[comp.unix.questions] Splitting up a too-wide text file

thomson@zazen.macc.wisc.edu (Don Thomson) (03/14/91)

I've got a file of ASCII text that has lines that are too long to easily
print, formatted in columns.  I'd like to run the file through a filter that
will essentially break each page in half horizontally at a column break and
place the right-hand side of the broken-off text on a new following page,
resulting in a new file of reasonable width.  I've got a few relatively
inelegant solutions in mind, but am interested in suggestions on how other
people might approach the problem with an appropriate combination of UNIX
tools.  Any ideas?
--
 
----- Don Thomson ----- MACC, 1210 W. Dayton, Madison, WI  53706 -------------
    (608) 262-0138      thomson@macc.wisc.edu / thomson@wiscmacc.bitnet

jik@athena.mit.edu (Jonathan I. Kamens) (03/15/91)

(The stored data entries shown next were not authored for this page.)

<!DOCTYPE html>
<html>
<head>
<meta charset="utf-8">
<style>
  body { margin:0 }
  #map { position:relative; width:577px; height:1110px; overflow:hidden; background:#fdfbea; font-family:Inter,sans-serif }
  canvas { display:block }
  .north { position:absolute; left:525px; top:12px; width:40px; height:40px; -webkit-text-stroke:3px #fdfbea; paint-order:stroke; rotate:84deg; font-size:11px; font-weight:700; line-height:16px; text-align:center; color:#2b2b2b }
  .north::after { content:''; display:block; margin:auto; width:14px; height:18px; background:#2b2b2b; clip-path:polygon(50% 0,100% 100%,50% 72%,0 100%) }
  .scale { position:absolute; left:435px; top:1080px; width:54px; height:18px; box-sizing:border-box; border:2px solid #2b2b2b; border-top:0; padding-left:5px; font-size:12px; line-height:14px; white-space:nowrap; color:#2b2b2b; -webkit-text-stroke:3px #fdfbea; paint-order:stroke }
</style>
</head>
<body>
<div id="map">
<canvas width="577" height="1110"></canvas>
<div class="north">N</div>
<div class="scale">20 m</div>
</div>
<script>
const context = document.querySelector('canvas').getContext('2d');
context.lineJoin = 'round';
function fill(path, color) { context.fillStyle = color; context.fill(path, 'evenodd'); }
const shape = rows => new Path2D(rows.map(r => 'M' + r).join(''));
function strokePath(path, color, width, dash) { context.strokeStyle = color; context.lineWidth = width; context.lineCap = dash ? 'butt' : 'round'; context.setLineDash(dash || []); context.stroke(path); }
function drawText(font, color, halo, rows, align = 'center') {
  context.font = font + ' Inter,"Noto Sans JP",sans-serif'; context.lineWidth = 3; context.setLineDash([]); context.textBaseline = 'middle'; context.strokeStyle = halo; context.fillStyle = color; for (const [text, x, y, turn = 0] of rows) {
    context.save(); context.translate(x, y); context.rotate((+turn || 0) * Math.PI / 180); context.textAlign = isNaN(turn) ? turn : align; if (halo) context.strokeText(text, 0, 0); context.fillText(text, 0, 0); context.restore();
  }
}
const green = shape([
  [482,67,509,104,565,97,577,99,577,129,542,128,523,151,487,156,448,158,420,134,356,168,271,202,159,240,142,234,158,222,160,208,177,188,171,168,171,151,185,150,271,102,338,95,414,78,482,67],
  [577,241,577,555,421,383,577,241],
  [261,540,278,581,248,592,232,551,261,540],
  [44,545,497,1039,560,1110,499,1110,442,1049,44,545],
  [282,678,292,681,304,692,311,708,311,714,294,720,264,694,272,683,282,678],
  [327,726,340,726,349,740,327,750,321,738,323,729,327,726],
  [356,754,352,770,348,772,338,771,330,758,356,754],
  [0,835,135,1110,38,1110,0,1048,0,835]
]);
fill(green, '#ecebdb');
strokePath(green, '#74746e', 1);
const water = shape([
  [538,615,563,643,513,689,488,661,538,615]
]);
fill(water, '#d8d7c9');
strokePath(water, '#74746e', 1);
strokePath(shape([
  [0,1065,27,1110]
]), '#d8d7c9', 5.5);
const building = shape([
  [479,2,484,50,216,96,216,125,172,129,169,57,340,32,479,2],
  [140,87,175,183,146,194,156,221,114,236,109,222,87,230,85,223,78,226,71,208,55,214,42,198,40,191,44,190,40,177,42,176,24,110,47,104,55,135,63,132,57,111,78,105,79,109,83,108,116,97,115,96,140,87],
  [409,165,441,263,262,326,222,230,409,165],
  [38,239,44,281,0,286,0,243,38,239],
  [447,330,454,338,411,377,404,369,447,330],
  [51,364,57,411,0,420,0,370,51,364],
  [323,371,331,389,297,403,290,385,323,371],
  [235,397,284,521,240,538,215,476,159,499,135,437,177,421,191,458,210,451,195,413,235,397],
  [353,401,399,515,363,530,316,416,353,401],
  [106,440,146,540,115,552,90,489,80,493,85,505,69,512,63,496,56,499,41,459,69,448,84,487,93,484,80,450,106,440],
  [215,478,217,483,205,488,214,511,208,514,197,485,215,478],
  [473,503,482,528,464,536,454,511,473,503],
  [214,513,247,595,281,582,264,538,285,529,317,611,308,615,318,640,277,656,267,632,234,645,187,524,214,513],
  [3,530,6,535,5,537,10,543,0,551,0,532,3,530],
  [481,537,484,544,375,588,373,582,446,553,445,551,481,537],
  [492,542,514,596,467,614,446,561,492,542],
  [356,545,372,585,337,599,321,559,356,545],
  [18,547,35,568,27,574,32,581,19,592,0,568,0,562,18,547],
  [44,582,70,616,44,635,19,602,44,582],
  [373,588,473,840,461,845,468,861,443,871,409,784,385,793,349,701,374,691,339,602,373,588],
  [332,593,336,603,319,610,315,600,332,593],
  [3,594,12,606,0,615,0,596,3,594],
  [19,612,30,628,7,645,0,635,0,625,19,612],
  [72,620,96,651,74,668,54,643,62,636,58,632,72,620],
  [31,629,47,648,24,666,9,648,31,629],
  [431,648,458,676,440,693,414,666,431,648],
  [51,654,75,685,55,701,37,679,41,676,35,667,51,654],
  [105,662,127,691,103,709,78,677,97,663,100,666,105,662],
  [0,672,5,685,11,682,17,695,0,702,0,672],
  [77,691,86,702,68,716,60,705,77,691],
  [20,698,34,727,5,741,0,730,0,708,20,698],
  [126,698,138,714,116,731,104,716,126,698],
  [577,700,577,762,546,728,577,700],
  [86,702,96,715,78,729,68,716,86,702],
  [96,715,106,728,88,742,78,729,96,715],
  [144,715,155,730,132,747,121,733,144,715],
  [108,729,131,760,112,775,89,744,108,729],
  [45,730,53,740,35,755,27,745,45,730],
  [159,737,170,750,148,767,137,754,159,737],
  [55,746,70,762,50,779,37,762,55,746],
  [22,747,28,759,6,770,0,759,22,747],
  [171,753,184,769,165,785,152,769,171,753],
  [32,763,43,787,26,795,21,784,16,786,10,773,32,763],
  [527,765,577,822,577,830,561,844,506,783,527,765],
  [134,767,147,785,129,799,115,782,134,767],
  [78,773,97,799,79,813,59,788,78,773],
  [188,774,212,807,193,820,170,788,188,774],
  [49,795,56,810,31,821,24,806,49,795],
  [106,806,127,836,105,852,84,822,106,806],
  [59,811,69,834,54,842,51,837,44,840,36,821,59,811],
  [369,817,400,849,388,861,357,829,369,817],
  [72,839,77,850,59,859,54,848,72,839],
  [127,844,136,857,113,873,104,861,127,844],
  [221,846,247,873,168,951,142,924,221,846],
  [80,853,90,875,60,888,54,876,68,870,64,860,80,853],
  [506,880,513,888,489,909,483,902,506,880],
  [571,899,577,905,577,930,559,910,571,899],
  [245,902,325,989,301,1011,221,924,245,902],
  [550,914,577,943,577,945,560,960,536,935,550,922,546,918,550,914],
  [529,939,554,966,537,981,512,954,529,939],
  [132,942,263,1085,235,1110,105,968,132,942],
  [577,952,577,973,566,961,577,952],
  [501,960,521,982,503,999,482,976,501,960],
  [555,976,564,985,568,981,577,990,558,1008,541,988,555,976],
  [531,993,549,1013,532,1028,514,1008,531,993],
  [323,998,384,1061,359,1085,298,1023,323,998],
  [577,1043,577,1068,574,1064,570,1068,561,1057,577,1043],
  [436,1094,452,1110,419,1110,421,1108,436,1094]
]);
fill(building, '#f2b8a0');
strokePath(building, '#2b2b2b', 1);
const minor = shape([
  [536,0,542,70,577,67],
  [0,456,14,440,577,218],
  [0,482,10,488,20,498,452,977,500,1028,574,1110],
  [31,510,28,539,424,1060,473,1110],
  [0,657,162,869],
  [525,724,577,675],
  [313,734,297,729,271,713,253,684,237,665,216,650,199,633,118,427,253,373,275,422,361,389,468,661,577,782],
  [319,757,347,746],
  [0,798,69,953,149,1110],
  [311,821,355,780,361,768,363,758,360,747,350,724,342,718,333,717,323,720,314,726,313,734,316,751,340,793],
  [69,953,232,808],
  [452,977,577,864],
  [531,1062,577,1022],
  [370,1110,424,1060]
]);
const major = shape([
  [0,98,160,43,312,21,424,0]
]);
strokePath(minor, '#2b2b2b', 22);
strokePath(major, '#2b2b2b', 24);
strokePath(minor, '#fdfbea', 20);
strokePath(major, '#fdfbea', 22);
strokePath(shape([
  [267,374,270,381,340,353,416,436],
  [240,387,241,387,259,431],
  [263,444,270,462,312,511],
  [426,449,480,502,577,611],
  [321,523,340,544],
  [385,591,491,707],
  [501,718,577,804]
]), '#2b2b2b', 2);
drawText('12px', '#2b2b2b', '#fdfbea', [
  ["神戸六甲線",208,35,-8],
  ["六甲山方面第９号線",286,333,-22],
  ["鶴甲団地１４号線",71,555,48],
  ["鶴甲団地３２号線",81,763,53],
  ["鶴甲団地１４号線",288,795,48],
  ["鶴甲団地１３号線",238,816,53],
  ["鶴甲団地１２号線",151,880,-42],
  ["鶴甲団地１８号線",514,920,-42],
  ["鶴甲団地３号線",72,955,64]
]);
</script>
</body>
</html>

  If you've got "cut", you can use that.  RTFM cut.

  If you've got "colrm", you can use that.  RTFM colrm.

  If you don't have "cut" or "colrm", then you can use "sed" to remove the
first part of each line, like

    sed 's/^................................................//'

or to print the last part of each line, like

    sed 's/^.*\(..............................................\)/\1/'

You get the idea, I hope.

  You can use perl, although perhaps that's overkill in this case (or perhaps
perl is *always* overkill :-).

  You can use "substr" inside awk to do it.

-- 
Jonathan Kamens			              USnail:
MIT Project Athena				11 Ashford Terrace
jik@Athena.MIT.EDU				Allston, MA  02134
Office: 617-253-8085			      Home: 617-782-0710

tchrist@convex.COM (Tom Christiansen) (03/15/91)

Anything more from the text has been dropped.